Blockchain Decrypted - How mining works
Credit
To be very clear, the below is largely based on Azotic’s post on Reddit from February 2013 (https://www.reddit.com/user/azotic); he/she provided such a great explanation that I didn’t see the point in rewriting a lot of it. This chapter is purely here for reference in later chapters.
Introduction
Blockchain “proof-of-work” mining usually comes with a statement that miners “solve a difficult math problem” or miners “guess for the answer” and while both are true, neither are accurate; other times the answer given is too arcane, talking about such-and-such hash function this, algebraically that, Merkle trees and branches and leafs, etc.
This is aimed at being a non-technical explanation, to simplify mining and introduce the concept to people unfamiliar with it.
Blockchain Mining
It’s not really about computers solving complex mathematical problems, it is more about computers taking structured guesses at a rapid pace to solve the mathematical equation. While the end result is indeed a solution, the way of getting to the solution is not by solving it but by running a growing sequence of numbers until you arrive at the solution. I.e. actual intelligence is not required to mine. That is also the reason why GPU and ASIC mining have replaced CPU mining.
Hash Functions
To start to understand mining, you have to understand what a hash function is and that there are a variety of predetermined hash combinations in the whole blockchain story.

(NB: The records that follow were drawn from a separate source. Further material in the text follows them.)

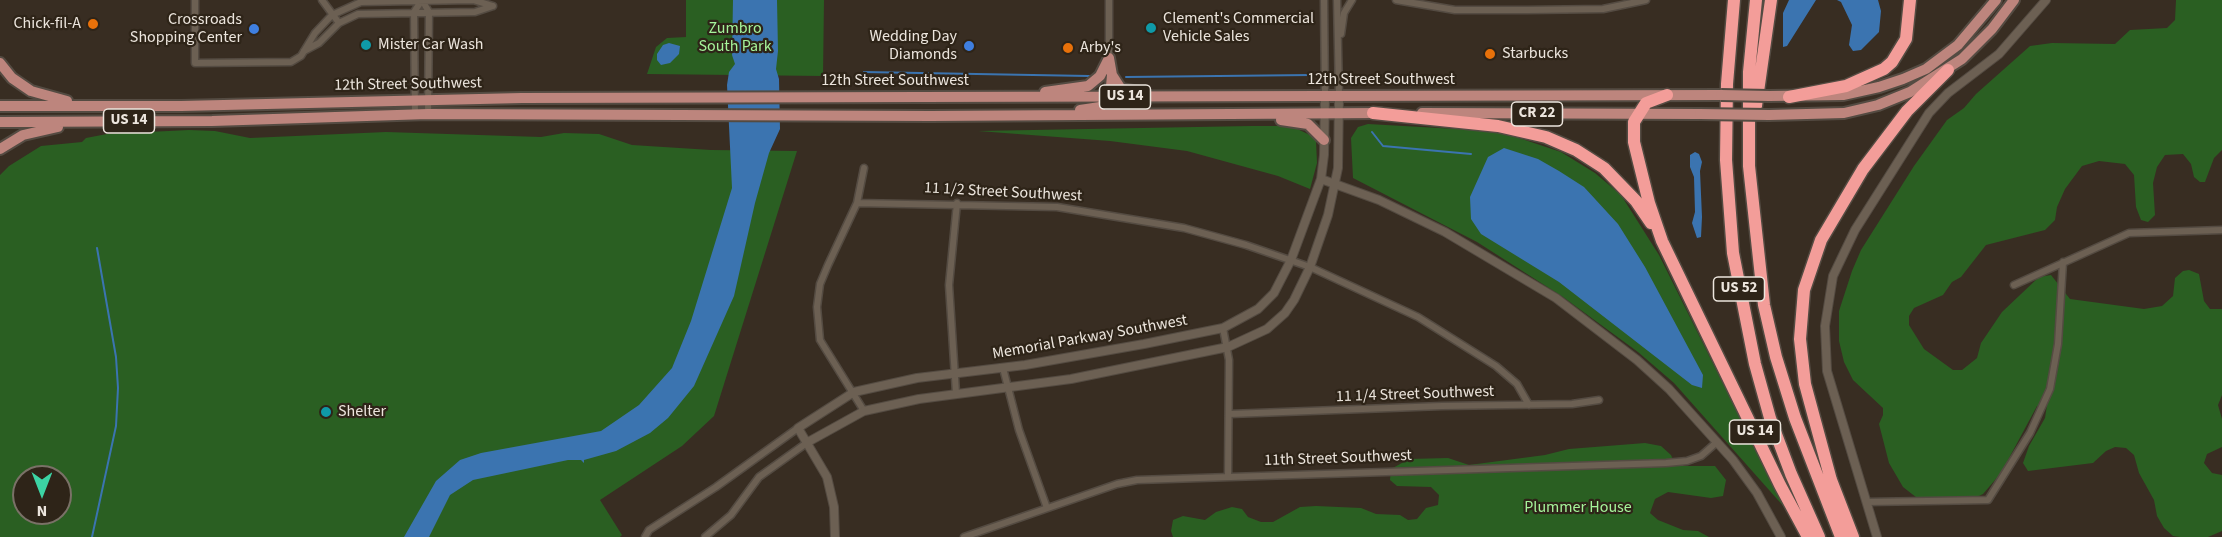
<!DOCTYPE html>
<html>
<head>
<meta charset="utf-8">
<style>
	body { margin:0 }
	#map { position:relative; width:2222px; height:537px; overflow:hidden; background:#382d22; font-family:"Source Sans 3",sans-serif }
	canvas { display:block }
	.north { position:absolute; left:12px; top:465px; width:60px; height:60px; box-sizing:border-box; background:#2e2418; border:2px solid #7a7167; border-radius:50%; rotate:180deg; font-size:16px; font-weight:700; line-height:24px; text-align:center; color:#ece5dd }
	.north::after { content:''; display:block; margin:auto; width:21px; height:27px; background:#3cd4a4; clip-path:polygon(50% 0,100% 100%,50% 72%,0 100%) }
</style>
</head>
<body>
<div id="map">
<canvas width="2222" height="537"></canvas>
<div class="north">N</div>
</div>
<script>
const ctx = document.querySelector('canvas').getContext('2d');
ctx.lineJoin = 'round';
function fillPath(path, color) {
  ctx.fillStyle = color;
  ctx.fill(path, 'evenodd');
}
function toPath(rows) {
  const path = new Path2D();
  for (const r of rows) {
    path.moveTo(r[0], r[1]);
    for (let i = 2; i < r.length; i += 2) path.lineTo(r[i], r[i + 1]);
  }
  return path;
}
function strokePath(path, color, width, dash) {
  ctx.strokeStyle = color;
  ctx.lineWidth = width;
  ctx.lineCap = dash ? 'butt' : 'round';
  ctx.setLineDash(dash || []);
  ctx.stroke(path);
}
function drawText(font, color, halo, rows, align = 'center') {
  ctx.font = font + ' "Source Sans 3",sans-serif';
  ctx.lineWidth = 4.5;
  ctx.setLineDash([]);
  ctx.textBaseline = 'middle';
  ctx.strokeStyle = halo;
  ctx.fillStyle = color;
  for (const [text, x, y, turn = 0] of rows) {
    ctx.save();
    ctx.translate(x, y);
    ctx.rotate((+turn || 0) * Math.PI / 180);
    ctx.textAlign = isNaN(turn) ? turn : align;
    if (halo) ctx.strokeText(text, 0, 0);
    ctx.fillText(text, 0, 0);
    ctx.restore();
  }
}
fillPath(toPath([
	[686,0,824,0,823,76,647,74,656,47,667,38,686,37],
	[2176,0,2222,0,2222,150,2214,158,2205,182,2200,182,2194,177,2191,164,2183,154,2165,155,2157,167,2153,183,2155,215,2148,222,2141,220,2136,207,2134,175,2125,164,2099,161,2082,166,2065,189,2057,207,2055,220,2045,230,1986,245,1961,277,1952,282,1943,295,1914,308,1909,316,1909,325,1924,349,1953,370,1962,370,1977,358,1981,343,2002,312,2039,277,2051,275,2070,299,2144,309,2162,306,2173,296,2175,278,2183,271,2189,270,2199,274,2204,301,2210,309,2222,309,2222,395,2218,405,2222,419,2222,447,2207,454,2204,463,2212,473,2222,475,2222,531,2208,537,2180,537,2173,536,2164,528,2157,516,2154,500,2139,473,2134,455,2126,448,2115,447,2106,451,2093,463,2028,471,2023,463,2029,446,2045,418,2047,405,2037,406,2001,473,1983,494,1960,505,1921,501,1903,487,1889,463,1879,424,1883,415,1883,408,1853,380,1844,362,1839,341,1839,311,1852,271,1861,250,1914,166,1947,120,1964,108,1976,94,2030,46,2052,43,2115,44,2130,30,2167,28,2175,20],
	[1368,124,1492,131,1522,139,1561,152,1595,173,1621,195,1659,255,1785,508,1674,383,1638,352,1563,297,1477,242,1353,178,1351,138,1358,127],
	[1251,126,1291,126,1310,135,1316,141,1317,163,1310,189,1278,176,1187,151,1110,141,978,131],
	[189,130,215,131,250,138,386,132,541,137,564,133,599,134,632,145,711,150,797,151,714,416,682,446,600,500,622,535,620,537,0,537,0,175,9,166,41,146,82,142,86,138,107,134],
	[24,477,60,477,60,513,24,513],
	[1645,443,1661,446,1671,455,1676,466,1715,466,1726,480,1723,496,1711,498,1668,492,1655,499,1650,513,1658,520,1683,530,1698,531,1709,537,1173,537,1171,531,1173,520,1183,516,1205,520,1216,512,1232,507,1242,509,1248,517,1261,522,1273,522,1300,507,1316,506,1361,508,1376,514,1400,515,1408,520,1417,519,1426,508,1438,505,1439,495,1431,487,1397,486,1390,480,1391,469,1409,459,1448,458,1469,465,1545,455,1569,449]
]), '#2a5f22');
fillPath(toPath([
	[733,0,777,0,778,51,776,69,779,79,780,129,769,153,755,203,734,296,694,386,668,418,650,433,616,451,584,460,584,463,581,460,568,460,473,480,450,495,429,537,404,537,436,481,460,460,481,453,601,431,639,405,672,368,691,321,732,188,727,85,729,72,735,64,732,55],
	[1789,0,1816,0,1787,46,1783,47,1783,13],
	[1837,0,1878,0,1881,11,1879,32,1861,50,1853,51,1849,45,1852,25,1841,2],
	[669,43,680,46,679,54,670,63,661,65,657,60,657,54,663,45],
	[1504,148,1538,159,1559,171,1584,187,1618,224,1645,267,1703,375,1702,388,1692,385,1559,282,1481,234,1471,219,1470,197,1488,157],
	[1695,152,1699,154,1702,162,1700,171,1702,217,1701,237,1697,238,1692,223,1695,212,1694,177,1690,167,1690,155]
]), '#3b74b0');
strokePath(toPath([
	[864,72,1089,76],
	[1353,75,1368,77,1372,84],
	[1126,77,1311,75],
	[1372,132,1383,146,1471,154],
	[92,537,116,426,118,388,116,357,97,248]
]), '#3b74b0', 2);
const minor = toPath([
	[195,0,195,63,291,62,301,56,315,33,332,15,361,2,473,0,493,6],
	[322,0,339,23],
	[422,0,429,12,428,114],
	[1109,0,1109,58],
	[1324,0,1325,95],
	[1337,0,1339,95],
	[1396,0,1455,10,1527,10,1603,9,1646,0],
	[1341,34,1344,13,1352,0],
	[304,51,319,43,339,23,358,14,475,12,493,6],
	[415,115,414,12,422,0],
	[857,203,1057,207,1184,228,1246,245,1310,267,1418,317,1496,366,1517,384,1529,405],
	[2014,285,2129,233,2222,230],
	[1223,328,1229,360,1228,477],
	[1003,368,1019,430,1047,508],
	[956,393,949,285,957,203],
	[864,411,820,340,817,307,820,284,828,265,857,203,864,168],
	[1230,414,1442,406,1572,404,1599,400],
	[1867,502,1988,500,2030,433,2050,389,2058,344,2063,262],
	[645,537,649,530,716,487,798,428],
	[705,537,731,515,759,477,808,442],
	[964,537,1117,484,1137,480,1666,463,1687,461,1701,456,1717,442]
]);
const tertiary = toPath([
	[1321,179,1379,200,1445,232,1556,298,1637,360,1669,389,1733,460,1757,493,1781,537],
	[808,442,864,411,919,399,1071,379,1228,347,1267,329,1285,313,1294,300,1310,267,1328,215,1338,168,1339,95],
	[835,537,834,507,827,477,798,428,854,392,917,378,1025,365,1144,344,1223,328,1258,309,1274,293,1291,260,1321,179,1324,155,1325,95],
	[1877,537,1827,371,1825,326,1833,276,1855,230,1929,113,1948,93,1999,54,2046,0]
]);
const primary = toPath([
	[0,63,12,78,31,91,67,101],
	[1112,75,1121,89,1139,92],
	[1045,92,1088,86,1100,76,1109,58],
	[1769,96,1843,95,1879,87,1903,79,1926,69,1958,45,1996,0],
	[0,106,181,106,522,98,1721,95],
	[1080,110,1100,107,1110,98,1112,75,1109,58],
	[1422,113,1700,114],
	[1769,115,1844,113,1878,105,1910,92,1962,59,1992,29,2014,0],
	[1281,120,1308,124,1324,140],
	[0,122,212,121,428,114,931,116,1380,113],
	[0,149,23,135,58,127]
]);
const motorway = toPath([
	[1734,0,1727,84,1726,160,1733,253,1755,364,1770,418,1791,474,1819,537],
	[1756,0,1749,72,1749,166,1764,305,1776,357,1795,418,1841,537],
	[1667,95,1646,103,1634,122,1634,142,1649,203,1662,241,1780,485,1808,537],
	[1789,97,1846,86,1884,69,1892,62,1906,39,1910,0],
	[1756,106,1771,0],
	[1373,113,1498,126,1546,137,1576,150,1604,168,1636,201,1651,223],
	[1853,537,1831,480,1805,384,1800,339,1804,290,1821,240,1863,169,1907,111,1948,70]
]);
strokePath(minor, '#544b42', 9);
strokePath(tertiary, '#544b42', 10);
strokePath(primary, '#544b42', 14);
strokePath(motorway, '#544b42', 15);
strokePath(minor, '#6c6053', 6);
strokePath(tertiary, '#6c6053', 8);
strokePath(primary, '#bd857d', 10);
strokePath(motorway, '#f39d99', 12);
const primaryBridge = toPath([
	[1721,95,1769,96],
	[1700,114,1769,115]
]);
strokePath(primaryBridge, '#544b42', 14, []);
strokePath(primaryBridge, '#bd857d', 10);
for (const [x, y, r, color] of [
	[93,24,6,"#e8710a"],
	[1151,28,6,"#0f9aa8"],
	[254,29,6,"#3f7fe0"],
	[366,45,6,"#0f9aa8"],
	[969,46,6,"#3f7fe0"],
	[1068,48,6,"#e8710a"],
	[1490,54,6,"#e8710a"],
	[326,412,6,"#0f9aa8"]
]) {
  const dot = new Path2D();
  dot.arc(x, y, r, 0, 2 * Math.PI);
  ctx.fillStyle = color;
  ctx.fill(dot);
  strokePath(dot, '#2e2418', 2);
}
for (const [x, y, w] of [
	[1125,97,51],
	[1537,114,51],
	[129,121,51],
	[1739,289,51],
	[1755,432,51]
]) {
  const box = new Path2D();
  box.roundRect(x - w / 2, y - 12, w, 24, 4.5);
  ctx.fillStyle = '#2e2418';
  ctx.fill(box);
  strokePath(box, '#ece5dd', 1.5);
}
drawText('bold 15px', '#ece5dd', null, [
	["US 14",1125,97],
	["CR 22",1537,114],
	["US 14",129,121],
	["US 52",1739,289],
	["US 14",1755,432]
]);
drawText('16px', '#ece5dd', '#2e2418', [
	["Clement's Commercial",1163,19],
	["Vehicle Sales",1163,37],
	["Crossroads",242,20,"right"],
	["Shopping Center",242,38,"right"],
	["Chick-fil-A",81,24,"right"],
	["Wedding Day",957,37,"right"],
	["Diamonds",957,55,"right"],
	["Mister Car Wash",378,45],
	["Arby's",1080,48],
	["Starbucks",1502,54],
	["Shelter",338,412]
], 'left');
drawText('16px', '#a5f39a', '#2e2418', [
	["Zumbro",735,29],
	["South Park",735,47],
	["Plummer House",1578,508]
]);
drawText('16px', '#ece5dd', '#2e2418', [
	["12th Street Southwest",1381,80],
	["12th Street Southwest",895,81],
	["12th Street Southwest",408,85,-1],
	["11 1/2 Street Southwest",1003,193,3],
	["Memorial Parkway Southwest",1090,338,-10],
	["11 1/4 Street Southwest",1415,395,-2],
	["11th Street Southwest",1338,459,-2]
]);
</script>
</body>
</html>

A hash function takes an input and creates a seemingly random output; important to note here is that while the output is randomized it is consistent, I.e. every time you enter the exact same input you will receive the exact same output. Aside from this, it is very difficult (astronomical) to determine an input if you only have the output.
An example of a very simple hash function using prime numbers:
a. Using a calculator, take the square root of 3, this will give you 1.7320508075887729352744634150
b. Now take the digits from the 5th place after the decimal all the way to the 10th place after the decimal, this gives you 508075
c. Try this again with another prime number, for example, 11, this will give you 3.3166247903553998491149327366707
d. Again, take the digits from the 5th place after the decimal all the way to the 10th place after the decimal, this gives you 247903
e. That is, in its simplest form, a hash function, all be it a very weak one.
f. For any given prime number, we can find a number, (those 6 digits from 5-10: 508075) that seem to have nothing to do with the input (the square root of 3) but that can be consistently calculated and that cannot be easily reconstructed to give you the input.
g. If I give you the number 512754, what would the input be?
h. You can guess it by starting to calculate the different square roots of prime numbers, 2, 3, 5, 7, 11, 13, 17, 19, 23, 29, etc. and looking at the 5th to 10th numbers in their sequence and compare it to the number 512754
i. You would find it when you hit the number 13 … congratulations, if you did the calculations, you just became a miner.
So how does it work in Bitcoin for example?
a. In Bitcoin they use a hash function called SHA-256, meaning a Secure Hash Algorithm (SHA) that is 256 bits, this belongs to the SHA-2 family which consists of 6 different hash functions. SHA-256 is a hash function that is computed with 32-bit words.
b. This function can use any text (minimum zero characters) and convert that into a cryptographic hash.
c. A visual example:
c i. In a SHA-256 Hash calculator, type the following text (without the quotes): “pay me, Iwan Spillebeen, 125 bitcoins. 000001” and then press calculate. You can find one at the following link: http://www.xorbin.com/tools/sha256-hash-calculatorc ii. You will receive the following cryptographic hash: bbee293253711b39a9f22d70503075fafd6ae93718c84183fda5cea0c3443484
c iii. As you can see, it would be virtually impossible to derive the text: “pay me, Iwan Spillebeen, 125 bitcoins. 000001” from the hash: bbee293… yet anytime someone puts that exact same text into a hash generator they will receive the hash as an outcome (provided they match the text exactly).
Proof-of-Work (PoW)
So why would you get bitcoins or other cryptocurrency coins for doing that? The answer is simple, you don’t. Cryptocurrencies such as Bitcoin reward miners based on a concept of Proof-of-Work (PoW).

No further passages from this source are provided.